Ama o beni dinlemiyordu. Bakışları her ne kadar bana odaklansa da sanki başkası ile konuşuyormuş gibi devam ediyordu. "Saçmalık. Her şeyi ayarlamıştım. Huysuz ve çekilmez Addie Ruth bir araba kazasında ölecek sonrasında ben hem doktoru hem çocukları kendime çekecektim." Başını sağa sola sallayınca tokasından kurtulan kirli saçları sallandı. "Gör, aşık ol. karısını öldür. Doktorla evlen. Savaş sırasında ikizler hayatlarını kaybetsin ve bende doktorla yuvamızda mutlu olayım."

Lavender'ın anlattıkları nefesimin boğazımda düğümlenmesine neden oldu. Kitabın son sayfalarını okumamıştım evet ama bunlar mı oluyordu? İkizler ölüyor muydu?

"İkizler," dedim bu sefer sakin kalamamış sesimin titreyerek çıkmasına izin vermiştim. "Onları da mı öldürdün?"

Bu kadını öldürecektim. 

Kadın sanki bunun bir önemi yokmuş gibi başını boş ver dercesine salladı. "Bir önemi yok artık.

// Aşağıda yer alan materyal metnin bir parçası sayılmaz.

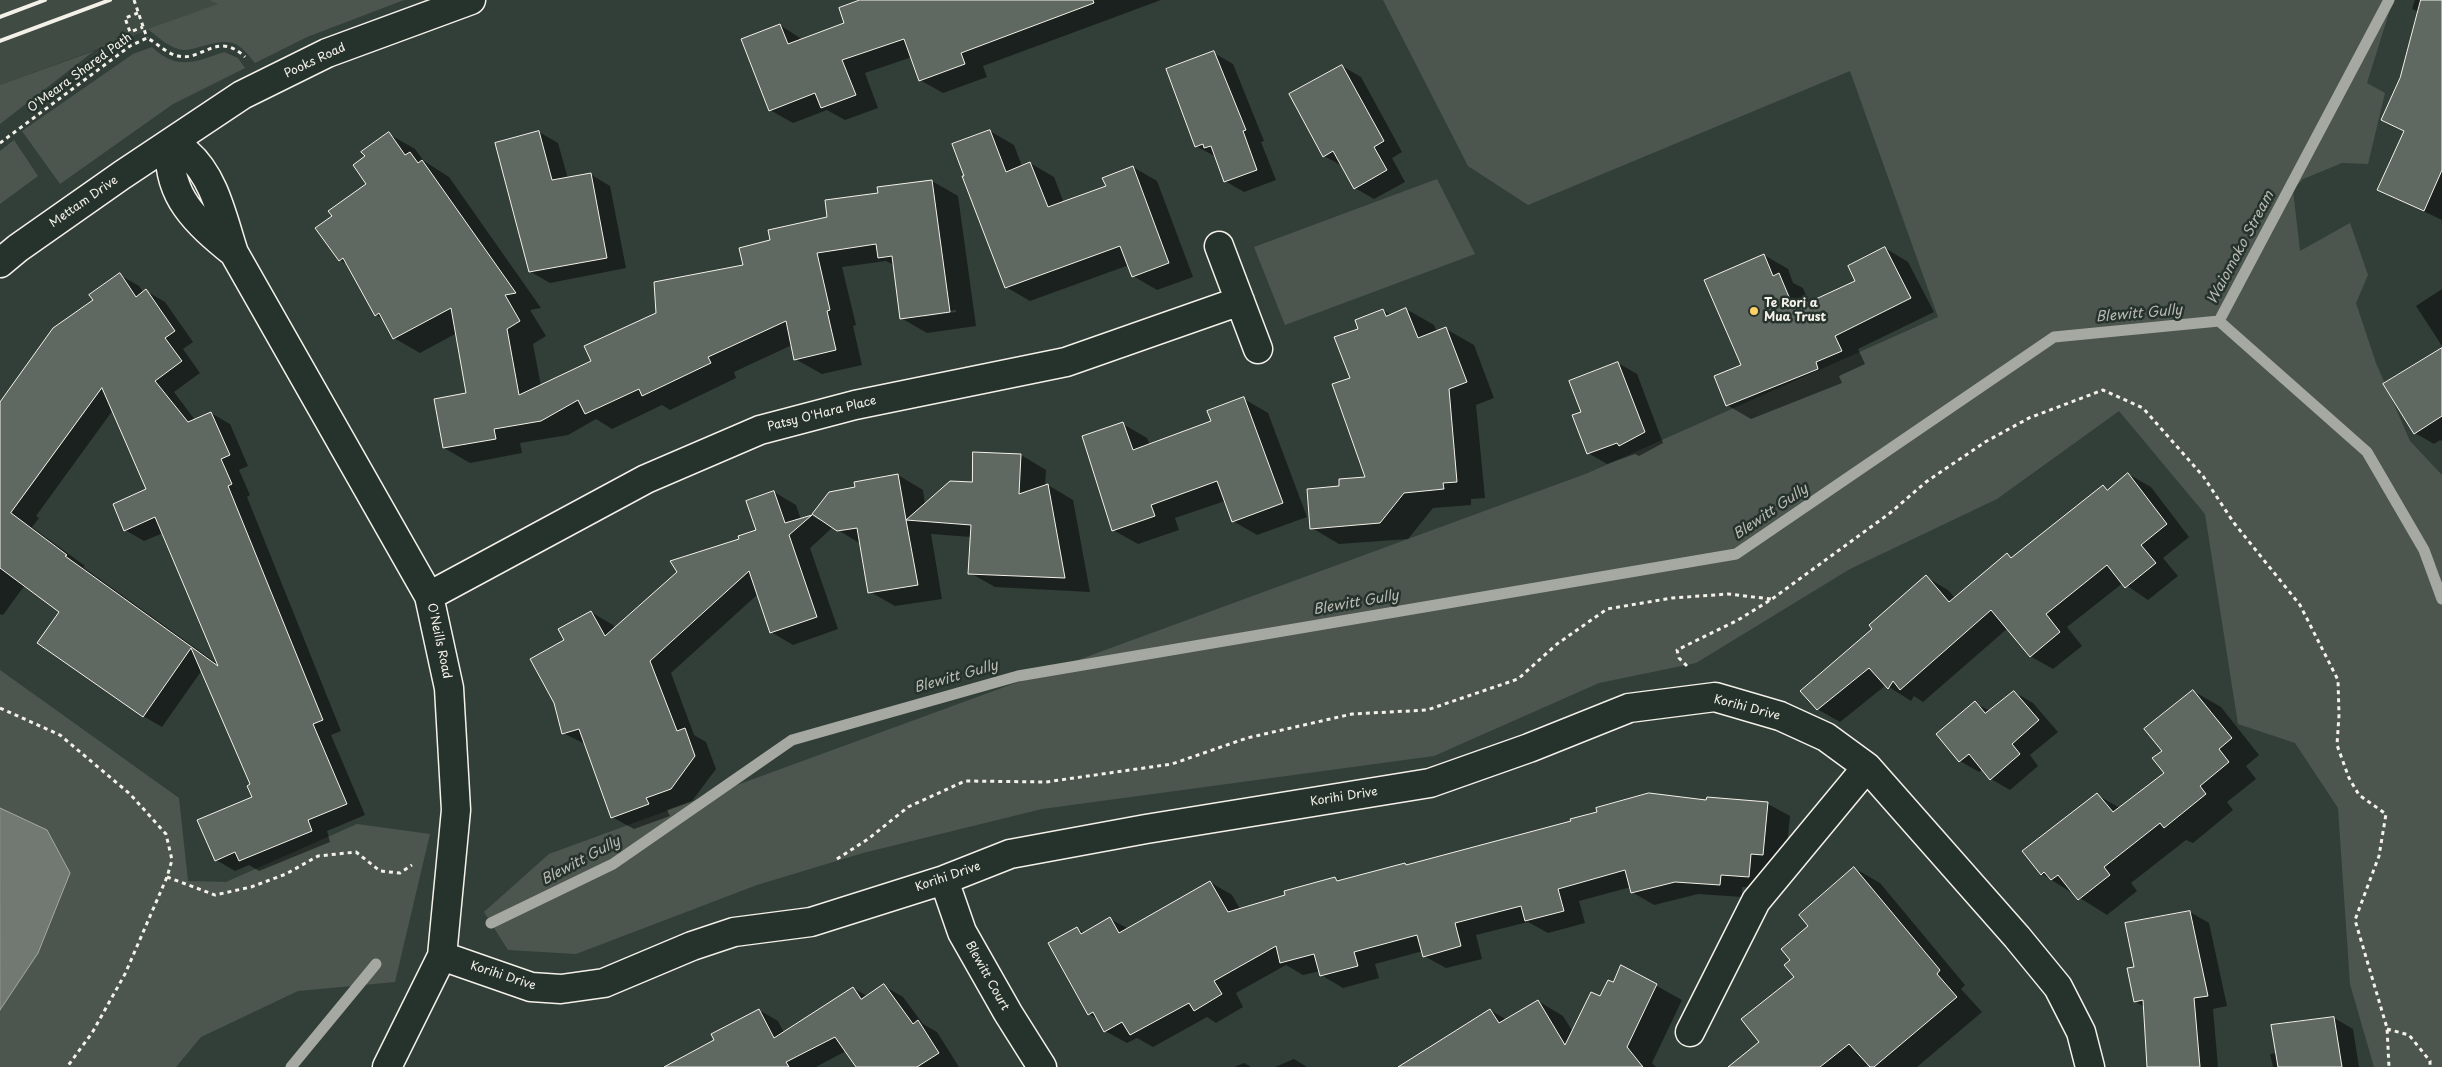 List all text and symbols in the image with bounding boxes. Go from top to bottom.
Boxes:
street label: O'Meara Shared Path [25,30,135,116]
street label: Pooks Road [282,40,348,82]
street label: Mettam Drive [47,173,121,231]
water label: Waiomoko Stream [2204,188,2278,308]
place label: Te Rori a Mua Trust [1764,297,1826,325]
water label: Blewitt Gully [2095,302,2183,326]
marker: Te Rori a Mua Trust [1748,305,1760,317]
street label: Patsy O'Hara Place [766,393,878,435]
water label: Blewitt Gully [1730,481,1812,543]
water label: Blewitt Gully [1312,587,1400,619]
street label: O'Neills Road [424,602,454,680]
water label: Blewitt Gully [912,657,1000,697]
street label: Korihi Drive [1712,692,1782,724]
street label: Korihi Drive [1309,785,1379,809]
water label: Blewitt Gully [539,833,623,889]
street label: Korihi Drive [914,859,982,895]
street label: Blewitt Court [962,939,1012,1013]
street label: Korihi Drive [468,959,538,993]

O kadar çok öldürdüm ki artık hiçbiri umurumda değil." Nefesi hırıltılı kelimeleri sanki tırtıklı bir bıçak gibiydi. Aklım hızla çalışıyordu. Kitabı hatırlamaya çalışıyordum. Addie Ruth araba kazasında ölüyordu ve sonrasında her şey Lavender'a dönüyordu ama gerçekten de böyle miydi? Ben kitaba girdikten sonra kitabı okuyan insanlar ne okuyacaklardı? O zaman ben kitabı hangi versiyonuyla okumuştum? Yoksa Addie Ruth ile mutlu oldukları bir kitap mıydı?